Each line of the listing that contains "JSON" should be found and copied.

(Stored data)

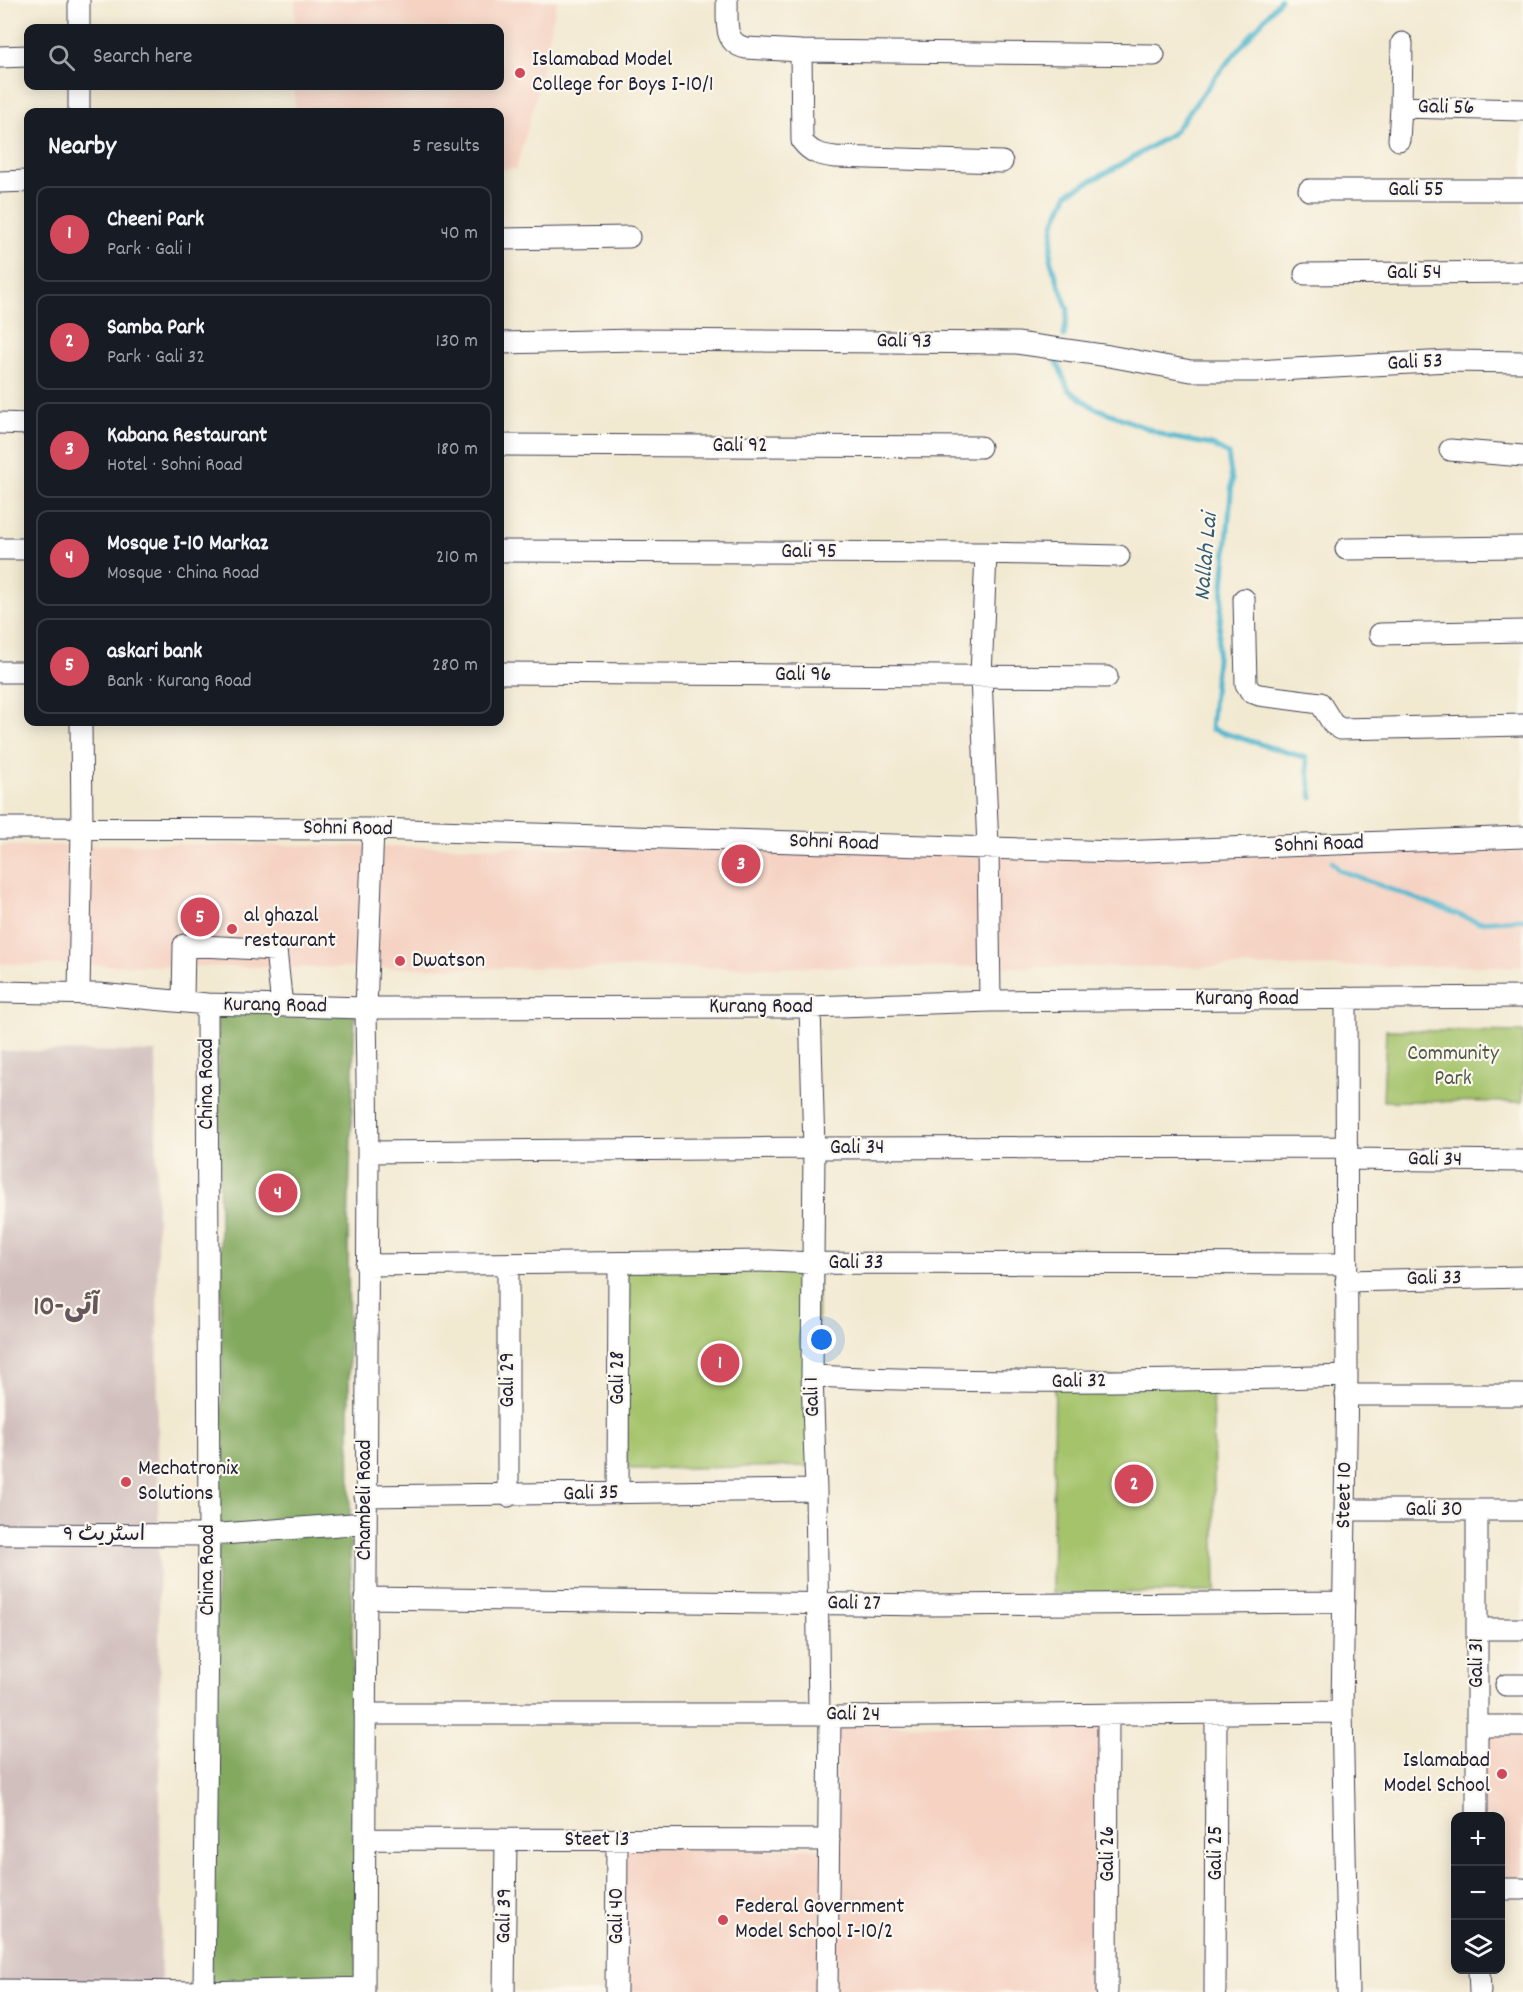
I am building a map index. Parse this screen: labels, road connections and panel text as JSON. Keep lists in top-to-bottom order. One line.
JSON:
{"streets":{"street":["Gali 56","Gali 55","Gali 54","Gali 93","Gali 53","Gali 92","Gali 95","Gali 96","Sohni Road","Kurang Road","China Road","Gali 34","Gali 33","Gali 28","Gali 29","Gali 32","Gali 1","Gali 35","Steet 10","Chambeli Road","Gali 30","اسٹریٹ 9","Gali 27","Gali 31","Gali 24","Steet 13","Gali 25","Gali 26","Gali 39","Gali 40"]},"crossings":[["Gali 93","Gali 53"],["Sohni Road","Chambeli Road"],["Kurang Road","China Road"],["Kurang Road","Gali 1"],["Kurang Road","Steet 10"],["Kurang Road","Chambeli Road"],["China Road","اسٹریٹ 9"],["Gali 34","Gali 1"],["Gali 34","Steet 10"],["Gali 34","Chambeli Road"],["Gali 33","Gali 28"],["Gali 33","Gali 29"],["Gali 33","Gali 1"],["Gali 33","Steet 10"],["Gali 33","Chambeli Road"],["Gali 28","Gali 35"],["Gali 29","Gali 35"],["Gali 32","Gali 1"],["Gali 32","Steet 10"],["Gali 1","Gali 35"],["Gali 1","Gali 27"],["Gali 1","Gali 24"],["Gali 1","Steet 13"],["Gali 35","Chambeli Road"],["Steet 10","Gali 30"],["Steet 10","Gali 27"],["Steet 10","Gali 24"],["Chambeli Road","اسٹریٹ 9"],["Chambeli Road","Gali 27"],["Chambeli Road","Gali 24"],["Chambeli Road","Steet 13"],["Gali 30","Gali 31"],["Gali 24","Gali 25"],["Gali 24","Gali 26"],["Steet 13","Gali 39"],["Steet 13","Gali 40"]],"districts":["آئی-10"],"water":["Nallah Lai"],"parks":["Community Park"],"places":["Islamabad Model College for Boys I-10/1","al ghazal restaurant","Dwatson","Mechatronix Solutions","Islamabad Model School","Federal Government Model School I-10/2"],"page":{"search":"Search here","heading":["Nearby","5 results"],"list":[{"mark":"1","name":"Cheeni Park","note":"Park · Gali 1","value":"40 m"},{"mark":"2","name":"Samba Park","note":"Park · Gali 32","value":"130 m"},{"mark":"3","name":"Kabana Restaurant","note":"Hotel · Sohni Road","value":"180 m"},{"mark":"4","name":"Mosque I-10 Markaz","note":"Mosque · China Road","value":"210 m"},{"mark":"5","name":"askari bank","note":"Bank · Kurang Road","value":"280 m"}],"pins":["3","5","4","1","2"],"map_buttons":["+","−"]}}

(End Stored data)

### Exercise result
I am building a map index. Parse this screen: labels, road connections and panel text as JSON. Keep lists in top-to-bottom order. One line.
JSON:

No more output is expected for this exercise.